Mission details: The ninja takes a class of Acadamy students and teaches them the principles, ins and outs of academy jutsu or skills.

There were many ways one could be a ninja. It wasn’t set in stone.

You could go the traditional way, streaming into the ninja academy at the age of six or seven, and going the normal path of undertaking roughly six to seven years of ninja curriculum, where you were taught everything you would learn in civilian academies, all the way up to senior high, while also learning some self-defense maneuvers. Most of this was compacted into the first three or four years of ninja Academy, making it a very rigorous program indeed, both on the mind, and the body. Students were expected to ace their physical education examinations, though ‘ace’ in this term really did equate to barely passing said examinations with the bar always set to push students past their limits, and never to really be able to complete them within any ‘record time’ that had been put up. It was then in the next three years or so that they truly delved into the ninja curriculum, where they then learned about chakra, about Jutsu, about tactics and strategy, and it was normally here that most theoretical applications fell apart. After all, one did not need to understand how hard you threw a kunai so that it traveled a certain path to meet its target. In battle, one just threw.
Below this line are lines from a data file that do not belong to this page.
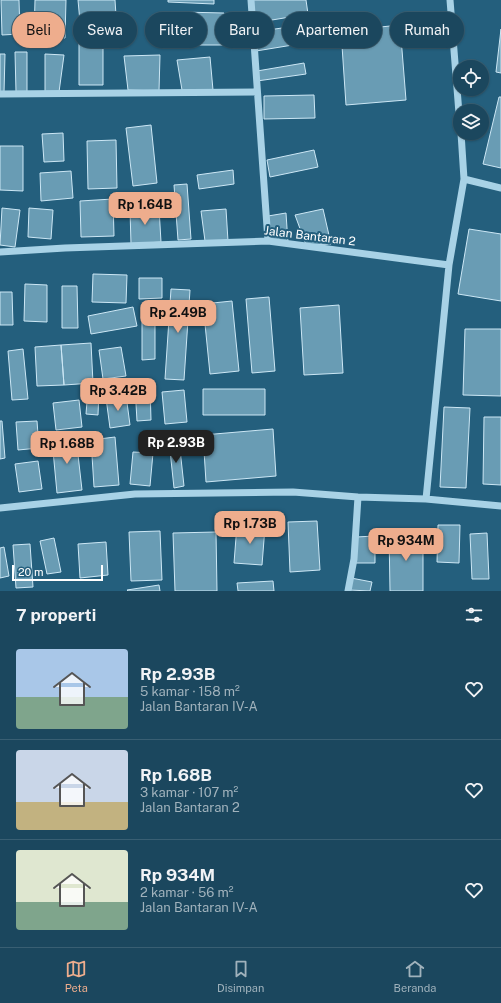 <!DOCTYPE html>
<html lang="id">
<meta charset="utf-8">
<style>
body{margin:0;font-family:"Public Sans",sans-serif;background:#285167;color:#f1f3f6;height:100vh;display:flex;flex-direction:column;font-size:15px;white-space:nowrap}
*{box-sizing:border-box;margin:0}
p{font-size:13px;color:#a0b2bc}
.icon{flex:none;width:22px;height:22px;fill:none;stroke:currentColor;stroke-width:2;stroke-linecap:round;stroke-linejoin:round}
.map{position:relative;height:591px;overflow:hidden}
.side{display:flex;flex-direction:column;background:#1b475e;flex:1}
.side>*{flex:none}
.guide{position:absolute;left:12px;top:12px;width:477px;height:36px;display:flex;gap:8px}
.controls{position:absolute;left:453px;top:60px;display:grid;gap:8px}
.controls a{display:grid;place-items:center;width:36px;height:36px;border-radius:50%;background:#1b475e;box-shadow:0 1px 3px #0004,0 0 0 1px #395f73;font-size:20px}
.scale{position:absolute;left:12px;bottom:10px;width:91px;box-sizing:border-box;padding-left:4px;border:2px solid #fff;border-top:0;font-size:11px;line-height:14px;white-space:nowrap;color:#fff;-webkit-text-stroke:3px #245f7d;paint-order:stroke}
.price{position:absolute;translate:-50% -34px;padding:0 9px;border-radius:8px;background:#eead8d;color:#111;font-size:13px;line-height:26px;filter:drop-shadow(0 1px 2px #0008)}
.price::after{content:'';position:absolute;left:50%;top:24px;width:12px;height:9px;margin-left:-6px;background:inherit;clip-path:polygon(0 0,100% 0,50% 100%)}
.price.current{background:#222;color:#fff}
ul{padding:0;list-style:none}
li{display:flex;align-items:center;gap:12px;height:100px;padding:0 16px}
li+li{border-top:1px solid #395f73}
li span{display:grid;place-items:center;flex:none;width:112px;height:80px;border-radius:4px;color:#555}
li>.icon{margin-inline-start:auto}
span .icon{width:48px;height:48px;fill:#fffc;stroke-width:1}
li b{font-size:17px}
h2{display:flex;justify-content:space-between;align-items:center;height:48px;padding:0 16px;font-size:17px}
.tag{padding:0 14px;border-radius:18px;background:#1b475e;box-shadow:0 1px 3px #0004,0 0 0 1px #395f73;font-size:14px;line-height:36px}
.tag.current{background:#eead8d;color:#111}
.tabs{display:flex;justify-content:space-around;align-items:center;height:56px;border-top:1px solid #395f73;background:#1b475e;font-size:11px;color:#a0b2bc}
.tabs a{display:grid;justify-items:center;gap:2px}
.tabs .current{color:#eead8d}
.map>svg:first-child{display:block}
</style>
<div class="map">
<svg width="501" height="591" viewBox="0 0 501 591">
<rect width="100%" height="100%" fill="#245f7d"/>
<!-- building -->
<path fill="#699cb4" stroke="#cce7f5" d="M 1,0 L 19,0 L 20,34 L 2,35 Z
M 35,0 L 66,0 L 65,38 L 34,37 Z
M 78,0 L 115,0 L 117,31 L 81,33 Z
M 168,0 L 214,0 L 214,4 L 168,2 Z
M 252,0 L 306,0 L 308,14 L 254,23 Z
M 181,12 L 224,13 L 223,45 L 181,45 Z
M 303,25 L 305,43 L 256,51 L 254,32 Z
M 400,25 L 406,100 L 346,105 L 341,31 Z
M 501,29 L 501,73 L 496,72 Z
M 79,43 L 103,43 L 103,85 L 79,85 Z
M 15,52 L 27,52 L 27,92 L 16,92 Z
M 0,54 L 5,54 L 4,93 L 0,93 Z
M 45,54 L 64,55 L 59,92 L 45,92 Z
M 160,55 L 159,91 L 128,90 L 124,56 Z
M 210,57 L 213,90 L 182,90 L 177,60 Z
M 304,63 L 306,74 L 257,81 L 257,71 Z
M 314,95 L 315,118 L 264,119 L 264,96 Z
M 499,97 L 501,97 L 501,168 L 483,164 Z
M 151,125 L 157,183 L 133,186 L 126,128 Z
M 63,133 L 64,161 L 44,162 L 42,134 Z
M 116,140 L 117,188 L 88,189 L 87,141 Z
M 0,146 L 23,146 L 23,191 L 0,190 Z
M 314,150 L 318,167 L 270,177 L 267,160 Z
M 233,170 L 234,184 L 199,189 L 197,175 Z
M 71,171 L 73,198 L 41,201 L 40,173 Z
M 187,184 L 191,239 L 178,240 L 174,185 Z
M 113,199 L 114,236 L 81,237 L 80,201 Z
M 2,208 L 20,210 L 15,247 L 0,245 Z
M 29,208 L 53,210 L 51,239 L 28,237 Z
M 159,208 L 161,242 L 131,244 L 130,210 Z
M 226,209 L 228,241 L 205,241 L 201,211 Z
M 323,209 L 331,244 L 306,245 L 295,215 Z
M 286,213 L 288,243 L 270,240 L 268,216 Z
M 469,229 L 501,234 L 501,301 L 458,294 Z
M 93,274 L 127,275 L 126,303 L 92,302 Z
M 139,278 L 162,278 L 162,298 L 139,299 Z
M 25,284 L 47,285 L 47,322 L 24,321 Z
M 62,286 L 77,286 L 78,328 L 62,328 Z
M 171,289 L 190,290 L 184,380 L 165,379 Z
M 0,292 L 12,292 L 13,325 L 0,325 Z
M 269,297 L 275,371 L 252,373 L 246,299 Z
M 232,301 L 239,371 L 210,374 L 203,304 Z
M 339,305 L 343,373 L 304,375 L 300,308 Z
M 133,307 L 137,326 L 91,334 L 88,316 Z
M 142,322 L 155,322 L 155,359 L 142,360 Z
M 465,329 L 501,329 L 501,396 L 463,395 Z
M 91,343 L 93,383 L 64,385 L 61,345 Z
M 61,345 L 64,385 L 37,386 L 35,347 Z
M 121,347 L 126,376 L 103,379 L 99,350 Z
M 23,349 L 28,399 L 12,400 L 8,351 Z
M 150,386 L 151,420 L 137,421 L 135,387 Z
M 88,389 L 99,390 L 98,415 L 86,414 Z
M 203,389 L 265,389 L 265,415 L 203,415 Z
M 184,390 L 187,422 L 165,424 L 162,392 Z
M 126,395 L 130,425 L 110,428 L 106,398 Z
M 79,400 L 82,427 L 56,430 L 53,403 Z
M 444,407 L 470,408 L 466,488 L 440,487 Z
M 484,417 L 501,417 L 501,485 L 483,484 Z
M 0,421 L 2,421 L 5,458 L 0,459 Z
M 37,421 L 39,448 L 18,450 L 16,422 Z
M 273,429 L 276,476 L 206,482 L 203,435 Z
M 76,437 L 82,490 L 57,493 L 52,440 Z
M 115,437 L 119,485 L 94,487 L 91,440 Z
M 179,440 L 184,486 L 174,488 L 169,441 Z
M 133,452 L 153,453 L 150,486 L 130,484 Z
M 38,461 L 42,489 L 19,492 L 15,464 Z
M 317,521 L 320,570 L 290,572 L 288,522 Z
M 237,525 L 265,527 L 262,565 L 234,563 Z
M 438,525 L 460,525 L 459,563 L 437,562 Z
M 160,531 L 162,580 L 131,581 L 129,532 Z
M 216,532 L 217,591 L 175,591 L 173,533 Z
M 423,532 L 423,591 L 390,591 L 389,533 Z
M 487,533 L 489,579 L 472,579 L 470,534 Z
M 375,536 L 375,563 L 353,563 L 356,537 Z
M 54,538 L 61,572 L 47,574 L 40,541 Z
M 106,542 L 108,575 L 80,578 L 78,544 Z
M 30,544 L 33,587 L 16,588 L 13,545 Z
M 4,547 L 9,576 L 0,578 L 0,548 Z
M 351,578 L 372,582 L 370,591 L 349,590 Z
M 273,581 L 274,591 L 238,591 L 237,583 Z
M 159,585 L 160,591 L 128,591 L 127,590 Z"/>
<g fill="none" stroke-linecap="round" stroke-linejoin="round">
<!-- minor -->
<path stroke="#a8d2e6" stroke-width="7" d="M 251,0 L 268,241
M 450,0 L 460,126
M 0,94 L 257,92
M 464,179 L 501,188
M 0,252 L 65,248 L 268,241 L 449,265
M 426,499 L 449,265 L 464,179 L 461,133
M 0,508 L 135,494 L 293,492 L 358,497 L 426,499 L 501,506
M 348,591 L 354,559 L 358,497"/>
</g>
<g text-anchor="middle" stroke-width="4" stroke-linejoin="round" paint-order="stroke">
<!-- street labels -->
<g font-size="12" fill="#fff" stroke="#245f7d">
<text transform="translate(310 236) rotate(7)" y="4">Jalan Bantaran 2</text>
</g>
</g>
</svg>
<div class="controls">
<a><svg class="icon" aria-label="locate" viewBox="0 0 24 24"><circle cx="12" cy="12" r="6"/><path d="M12 2v4M12 18v4M2 12h4M18 12h4"/></svg></a>
<a><svg class="icon" aria-label="layers" viewBox="0 0 24 24"><path d="M12 4l9 5-9 5-9-5zM3 14l9 5 9-5"/></svg></a>
</div>
<div class="scale">20 m</div>
<b class="price" style="left:145px;top:226px">Rp 1.64B</b>
<b class="price" style="left:178px;top:334px">Rp 2.49B</b>
<b class="price" style="left:118px;top:412px">Rp 3.42B</b>
<b class="price current" style="left:176px;top:464px">Rp 2.93B</b>
<b class="price" style="left:67px;top:465px">Rp 1.68B</b>
<b class="price" style="left:250px;top:545px">Rp 1.73B</b>
<b class="price" style="left:406px;top:562px">Rp 934M</b>
<div class="guide">
<a class="tag current">Beli</a>
<a class="tag">Sewa</a>
<a class="tag">Filter</a>
<a class="tag">Baru</a>
<a class="tag">Apartemen</a>
<a class="tag">Rumah</a>
</div>
</div>
<section class="side">
<h2>7 properti<svg class="icon" aria-label="filters" viewBox="0 0 24 24"><path d="M4 7h16M4 17h16"/><circle cx="9" cy="7" r="2"/><circle cx="15" cy="17" r="2"/></svg></h2>
<ul>
<li><span style="background:linear-gradient(#a9c7e8 60%,#7fa58c 0)"><svg class="icon" aria-label="home" viewBox="0 0 24 24"><path d="M3 11l9-7 9 7M6 9v11h12V9"/></svg></span><div><b>Rp 2.93B</b><p>5 kamar · 158 m²</p><p>Jalan Bantaran IV-A</p></div><svg class="icon" aria-label="heart" viewBox="0 0 24 24"><path d="M12 20l-8-8c-3-5 5-10 8-4 3-6 11-1 8 4z"/></svg></li>
<li><span style="background:linear-gradient(#c9d6e8 65%,#c2b280 0)"><svg class="icon" aria-label="home" viewBox="0 0 24 24"><path d="M3 11l9-7 9 7M6 9v11h12V9"/></svg></span><div><b>Rp 1.68B</b><p>3 kamar · 107 m²</p><p>Jalan Bantaran 2</p></div><svg class="icon" aria-label="heart" viewBox="0 0 24 24"><path d="M12 20l-8-8c-3-5 5-10 8-4 3-6 11-1 8 4z"/></svg></li>
<li><span style="background:linear-gradient(#dfe7d0 65%,#7fa58c 0)"><svg class="icon" aria-label="home" viewBox="0 0 24 24"><path d="M3 11l9-7 9 7M6 9v11h12V9"/></svg></span><div><b>Rp 934M</b><p>2 kamar · 56 m²</p><p>Jalan Bantaran IV-A</p></div><svg class="icon" aria-label="heart" viewBox="0 0 24 24"><path d="M12 20l-8-8c-3-5 5-10 8-4 3-6 11-1 8 4z"/></svg></li>
</ul>
</section>
<nav class="tabs">
<a class="current"><svg class="icon" aria-label="map" viewBox="0 0 24 24"><path d="M3 6l6-2 6 2 6-2v14l-6 2-6-2-6 2zM9 4v14M15 6v14"/></svg>Peta</a>
<a><svg class="icon" aria-label="saved" viewBox="0 0 24 24"><path d="M7 4h10v16l-5-4-5 4z"/></svg>Disimpan</a>
<a><svg class="icon" aria-label="home" viewBox="0 0 24 24"><path d="M3 11l9-7 9 7M6 9v11h12V9"/></svg>Beranda</a>
</nav>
And then, there were less traditional ninja - people who came from families of diverse backgrounds who didn’t attend the academy, bu then still got slated into the ninja forces anyway. Such people were often expected to fail as ninja, often sent to the administration buildings or a less physically difficult task, since it was believed that they wouldn’t be able to condition their minds to take on the rigours that normal ninja take on. After decades of experimenting with school programs, many found that often the mental conditioning they gave students to give it their best and to persevere were what helped them in later years, overcoming the difficulties that being an actual ninja proved, which was a large step from being just academy students, as well as in overcoming any trauma gained while on field duty, since it helped them focus on putting the village first and concentrating on nothing but that focus to overcome their personal limitations, which was also what many described as the true philosophy behind the many ideologies that pervaded the Elemental Continents.

The second way was more pronounced in the Elemental Continents and had a higher standard deviation of people who did well, and people who failed miserably. Overall, while it did provide many countries with the ninja they needed whose calibers exceeded normal expectations, it was ultimately not something that they could count on reliably, since the same number of people slated for glory could also just as likely lose their heads the next day, literally or figuratively, on a mission or on break.

“No, punch harder!” Hyouga ordered as the eight-year-old in front of him faltered at his loud voice.

In the boy’s defense, Hyouga himself was a teenager nearing the age of twenty, and this was just an eight-year-old crippled not only by a psychological fear of Hyouga’s abilities, but also of the eyes of all his classmates staring at him from the sidelines as he tried to overcome his shortcomings in this small but quick spar with Hyouga, who had offered to teach at the academy as a temporary staff member.

Fortunately it was just for a day, since he didn’t think he could keep up with holding back for eight-year-olds to actually be a permanent teacher.